Quantum Confessions is a social commentary on the world today and forecasts a future dystopia.

Quantum Confessions was launched in September at the King and Queen, Foley Street. Stephen describes it as a social commentary on the world today and the forecast of near future dystopia.

It’s the story of two youngsters growing up. Grey is a high performing student with attitude. Aled is torn between his morals and his desires. They live in a world where those who believe in absolute truth are on a collision course with those who don’t. Society is becoming dangerously polarised and despite their shared history Aled and Grey take opposite sides in the conflict; Grey is recruited by The Project and Aled is given custody of The Proof of Existence…

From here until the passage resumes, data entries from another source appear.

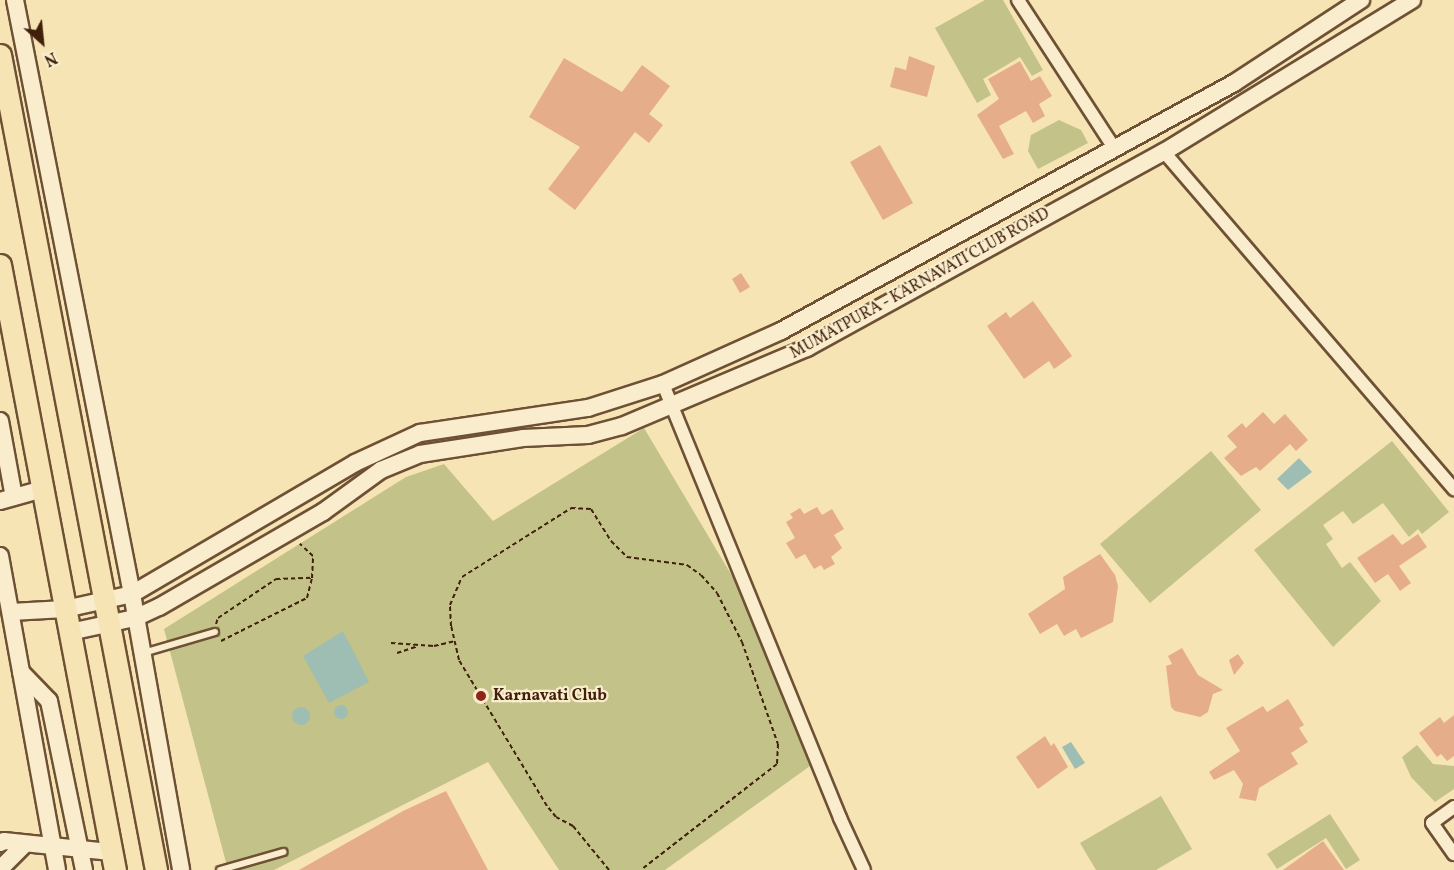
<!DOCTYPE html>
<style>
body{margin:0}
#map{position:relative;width:1454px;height:870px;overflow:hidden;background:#f7e4b4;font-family:Vollkorn,serif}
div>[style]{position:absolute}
.green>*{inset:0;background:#c2c289}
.water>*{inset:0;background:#9ebeb3}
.round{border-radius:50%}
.building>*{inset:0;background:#e5ad8a}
.path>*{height:2px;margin-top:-1px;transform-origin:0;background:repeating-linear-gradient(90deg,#41200b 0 4.5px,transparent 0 7.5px)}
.roads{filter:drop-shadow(2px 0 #6e5135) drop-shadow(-2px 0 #6e5135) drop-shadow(0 2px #6e5135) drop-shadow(0 -2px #6e5135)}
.lane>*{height:6px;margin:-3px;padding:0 3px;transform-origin:3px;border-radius:3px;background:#faedce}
.street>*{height:12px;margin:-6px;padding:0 6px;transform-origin:6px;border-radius:6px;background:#faedce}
.secondary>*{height:16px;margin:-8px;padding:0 8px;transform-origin:8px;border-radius:8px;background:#faedce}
.highway>*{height:21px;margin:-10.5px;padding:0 10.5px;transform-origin:10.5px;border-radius:10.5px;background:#f7e4b4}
.dots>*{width:16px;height:16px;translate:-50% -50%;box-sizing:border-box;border:3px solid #faedce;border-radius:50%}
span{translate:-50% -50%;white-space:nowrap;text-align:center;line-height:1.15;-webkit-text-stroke:4.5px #faedce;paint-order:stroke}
.street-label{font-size:16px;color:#41200b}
.poi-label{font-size:16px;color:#41200b;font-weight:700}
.left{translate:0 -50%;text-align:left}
.north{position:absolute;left:12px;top:12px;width:60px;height:60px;-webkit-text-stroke:4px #faedce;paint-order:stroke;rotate:153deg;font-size:16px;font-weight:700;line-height:24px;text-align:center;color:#41200b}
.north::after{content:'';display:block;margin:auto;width:21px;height:27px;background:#41200b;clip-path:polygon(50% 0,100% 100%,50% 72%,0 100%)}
</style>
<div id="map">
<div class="green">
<i style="clip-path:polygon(985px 0,1003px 0,1043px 70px,1032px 76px,1020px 57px,983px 79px,991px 95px,977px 103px,935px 28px)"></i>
<i style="clip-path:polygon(1059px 120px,1081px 130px,1088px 143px,1038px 169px,1028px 151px,1031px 135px)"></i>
<i style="clip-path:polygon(644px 428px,735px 581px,810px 766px,665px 870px,559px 870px,488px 762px,274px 870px,228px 870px,164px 629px,406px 477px,444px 464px,493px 521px)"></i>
<i style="clip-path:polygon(1392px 441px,1449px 512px,1422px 534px,1418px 529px,1409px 537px,1383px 503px,1353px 524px,1343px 511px,1323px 525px,1333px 539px,1326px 544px,1342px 568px,1350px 562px,1381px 601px,1333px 647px,1254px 550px)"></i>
<i style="clip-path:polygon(1211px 451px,1261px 510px,1150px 603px,1100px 544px)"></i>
<i style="clip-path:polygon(1417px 745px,1433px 764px,1454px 766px,1454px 789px,1435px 802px,1411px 777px,1402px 757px)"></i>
<i style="clip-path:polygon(1161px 796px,1192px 849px,1156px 870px,1096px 870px,1080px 843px)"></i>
<i style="clip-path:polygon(1330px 814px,1360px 860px,1346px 869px,1326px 838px,1277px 869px,1267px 854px)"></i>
</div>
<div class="water">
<i style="clip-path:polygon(1299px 458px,1312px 472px,1288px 490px,1277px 479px)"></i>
<i style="clip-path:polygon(343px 631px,369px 682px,329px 703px,303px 656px)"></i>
<i class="round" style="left:334px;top:705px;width:14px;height:14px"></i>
<i class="round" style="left:292px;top:707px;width:18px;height:18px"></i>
<i style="clip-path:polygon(1071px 742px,1085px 763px,1075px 769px,1062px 747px)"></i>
</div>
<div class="building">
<i style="clip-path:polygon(909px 56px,935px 66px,927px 97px,890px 87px,895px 67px,906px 70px)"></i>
<i style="clip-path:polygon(564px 58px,622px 92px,642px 65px,670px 86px,649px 114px,663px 125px,649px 143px,635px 132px,575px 210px,548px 189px,580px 147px,529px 117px)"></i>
<i style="clip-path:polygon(1020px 61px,1031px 81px,1040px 76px,1052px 96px,1039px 104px,1045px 116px,1033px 123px,1026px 111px,999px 126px,1014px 154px,1003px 159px,977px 115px,999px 99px,988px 79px)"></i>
<i style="clip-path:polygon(880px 145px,913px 203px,883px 220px,850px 162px)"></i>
<i style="clip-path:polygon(741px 273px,750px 287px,740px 293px,732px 279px)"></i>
<i style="clip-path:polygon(1033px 301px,1072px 356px,1054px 369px,1049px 361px,1024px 379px,987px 326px,1006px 312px,1010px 318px)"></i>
<i style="clip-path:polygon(1263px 412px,1274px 424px,1285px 414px,1308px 440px,1296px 451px,1290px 444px,1260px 471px,1256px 467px,1241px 476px,1224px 458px,1237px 447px,1227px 436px,1242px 423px,1246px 428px)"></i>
<i style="clip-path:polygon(817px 507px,822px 515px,832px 509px,844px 529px,834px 535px,842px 548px,831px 557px,835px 564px,824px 570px,821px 565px,814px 569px,805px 554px,796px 559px,786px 543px,795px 538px,786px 522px,793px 518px,790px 514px,800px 508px,804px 514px)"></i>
<i style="clip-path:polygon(1393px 534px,1402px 545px,1418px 534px,1427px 547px,1399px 566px,1411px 583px,1400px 591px,1388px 574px,1375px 583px,1357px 558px)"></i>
<i style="clip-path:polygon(1100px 554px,1115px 575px,1118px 586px,1113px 622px,1081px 638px,1076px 629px,1064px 636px,1057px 624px,1040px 634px,1028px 614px,1065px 589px,1063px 577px)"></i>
<i style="clip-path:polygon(1182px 648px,1198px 675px,1223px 690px,1213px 694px,1208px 712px,1200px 717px,1175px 711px,1171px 707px,1166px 666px,1172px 664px,1168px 656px)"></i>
<i style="clip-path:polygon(1238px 654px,1244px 663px,1234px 675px,1229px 660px)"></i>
<i style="clip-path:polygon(1288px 699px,1304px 725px,1299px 728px,1308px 742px,1291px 753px,1298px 764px,1259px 788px,1256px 801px,1239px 798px,1243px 784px,1234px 770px,1214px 780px,1209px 772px,1240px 751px,1226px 728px,1263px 706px,1267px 712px)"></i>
<i style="clip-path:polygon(1454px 715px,1454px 756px,1447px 761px,1441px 754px,1437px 757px,1419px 733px,1440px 717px,1444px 723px)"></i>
<i style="clip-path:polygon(1045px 736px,1051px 746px,1054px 743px,1068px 767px,1038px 789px,1016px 757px)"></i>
<i style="clip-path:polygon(446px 791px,488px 870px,299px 870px,403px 811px)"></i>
<i style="clip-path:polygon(1323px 841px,1344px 870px,1283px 870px)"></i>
</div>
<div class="path">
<i style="left:216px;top:624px;width:6px;rotate:-72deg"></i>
<i style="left:218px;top:618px;width:70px;rotate:-33.9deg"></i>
<i style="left:276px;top:579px;width:36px;rotate:-2deg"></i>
<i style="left:312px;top:578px;width:22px;rotate:-87deg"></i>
<i style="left:313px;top:556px;width:18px;rotate:-137deg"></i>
<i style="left:221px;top:641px;width:96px;rotate:-26.6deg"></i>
<i style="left:307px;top:598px;width:21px;rotate:-76deg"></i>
<i style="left:391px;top:643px;width:43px;rotate:4deg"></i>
<i style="left:434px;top:646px;width:22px;rotate:-13deg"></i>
<i style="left:397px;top:653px;width:20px;rotate:-18deg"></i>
<i style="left:609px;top:870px;width:57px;rotate:-129.3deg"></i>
<i style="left:573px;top:826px;width:19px;rotate:-152deg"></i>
<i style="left:556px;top:817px;width:14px;rotate:-129deg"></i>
<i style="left:547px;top:806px;width:170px;rotate:-121.1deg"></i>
<i style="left:459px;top:660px;width:35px;rotate:-103deg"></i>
<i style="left:451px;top:626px;width:21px;rotate:-93deg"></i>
<i style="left:450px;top:605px;width:30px;rotate:-67deg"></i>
<i style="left:462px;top:577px;width:129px;rotate:-32.3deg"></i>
<i style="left:571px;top:508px;width:20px;rotate:3deg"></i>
<i style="left:591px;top:509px;width:38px;rotate:58deg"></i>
<i style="left:611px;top:541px;width:23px;rotate:45deg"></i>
<i style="left:627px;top:557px;width:61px;rotate:7.6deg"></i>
<i style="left:687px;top:565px;width:17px;rotate:36deg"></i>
<i style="left:701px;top:575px;width:24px;rotate:48deg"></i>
<i style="left:717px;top:593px;width:55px;rotate:63deg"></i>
<i style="left:742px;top:642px;width:108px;rotate:70.6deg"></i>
<i style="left:778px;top:744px;width:20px;rotate:93deg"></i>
<i style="left:777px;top:764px;width:172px;rotate:142.1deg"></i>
</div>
<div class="roads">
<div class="lane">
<i style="left:143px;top:653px;width:75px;rotate:-16.3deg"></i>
<i style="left:220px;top:870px;width:66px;rotate:-15.9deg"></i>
</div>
<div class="street">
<i style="left:1018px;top:0;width:176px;rotate:57deg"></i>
<i style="left:1164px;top:152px;width:445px;rotate:49.3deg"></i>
<i style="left:663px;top:384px;width:469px;rotate:67.8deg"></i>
<i style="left:840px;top:818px;width:57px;rotate:65.2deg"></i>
<i style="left:1454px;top:807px;width:27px;rotate:144deg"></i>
<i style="left:1432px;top:823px;width:38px;rotate:55deg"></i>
</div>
<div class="secondary">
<i style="left:15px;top:0;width:605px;rotate:78.86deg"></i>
<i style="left:132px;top:594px;width:280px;rotate:79.9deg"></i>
<i style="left:0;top:421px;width:77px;rotate:79.6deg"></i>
<i style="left:0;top:501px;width:45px;rotate:-15.6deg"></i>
<i style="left:0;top:556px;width:319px;rotate:79.7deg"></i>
<i style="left:11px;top:612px;width:54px;rotate:-3.2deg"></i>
<i style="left:65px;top:609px;width:69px;rotate:-12.6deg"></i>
<i style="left:132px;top:594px;width:259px;rotate:-30.4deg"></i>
<i style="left:355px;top:463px;width:72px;rotate:-24.8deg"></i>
<i style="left:420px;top:433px;width:170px;rotate:-8.5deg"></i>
<i style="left:588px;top:408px;width:79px;rotate:-17.7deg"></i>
<i style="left:663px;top:384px;width:129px;rotate:-24.2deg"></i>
<i style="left:781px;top:331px;width:516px;rotate:-28.7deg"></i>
<i style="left:1234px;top:83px;width:152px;rotate:-33.2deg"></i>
<i style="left:70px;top:632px;width:66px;rotate:-12.2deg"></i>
<i style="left:135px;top:618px;width:26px;rotate:-25deg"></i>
<i style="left:159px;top:607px;width:190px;rotate:-30.1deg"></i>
<i style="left:323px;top:512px;width:72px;rotate:-35.9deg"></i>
<i style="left:381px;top:470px;width:42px;rotate:-22.3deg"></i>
<i style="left:420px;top:454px;width:104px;rotate:-8.8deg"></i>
<i style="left:523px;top:438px;width:65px;rotate:-2.6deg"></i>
<i style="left:588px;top:435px;width:35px;rotate:-15deg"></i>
<i style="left:622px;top:426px;width:201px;rotate:-22.9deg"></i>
<i style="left:807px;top:348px;width:407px;rotate:-28.8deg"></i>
<i style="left:1164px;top:152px;width:291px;rotate:-31.5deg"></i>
<i style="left:21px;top:672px;width:40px;rotate:46deg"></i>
<i style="left:49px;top:701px;width:173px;rotate:78.3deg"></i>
<i style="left:0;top:843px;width:4px;rotate:-27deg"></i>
<i style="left:4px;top:841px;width:108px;rotate:5.9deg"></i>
<i style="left:0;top:869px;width:35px;rotate:-45deg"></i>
</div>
<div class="highway">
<i style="left:0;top:55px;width:830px;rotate:79.16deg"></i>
<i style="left:0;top:265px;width:616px;rotate:79.24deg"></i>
</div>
</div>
<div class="dots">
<i style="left:481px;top:696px;background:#8f2418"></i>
</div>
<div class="street-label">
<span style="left:920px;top:284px;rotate:-29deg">MUMATPURA - KARNAVATI CLUB ROAD</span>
</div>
<div class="poi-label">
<span class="left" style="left:493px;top:696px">Karnavati Club</span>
</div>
<div class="north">N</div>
</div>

The first part covers their young lives from the age of six to their early twenties. The book engages with many existential topics, truth versus liberalism, belief in God, quantum physics, multiple realities and relationships of people working together. The action within the last half of the book as they try to repair a crumbling world is located around Fitzroy Square.

Quantum Confessions was published using a branch of self-publishing called ‘self-funded publishing’. “I have utilised professional help and services in terms of cover design and editing. The publishing company, SilverWood Books (silverwoodbooks.co.uk), manages the project to the point of print and then supports authors as they undertake marketing, book promotion, and developing what’s called their ‘author platform’ using social media. The book is marketed in bookshops and online but I retain control and rights over my work which has grown-up echoes of those early punk ideals.

The book is available through usual outlets but also specially through a new alternative to the industry giants called Wordery.com, an independent book seller. I’m delighted that they have made my book their September newsletter Book of the Month.”

www.stephenoram.net

This article was first published in the Autumn 2014 print edition of Fitzrovia News.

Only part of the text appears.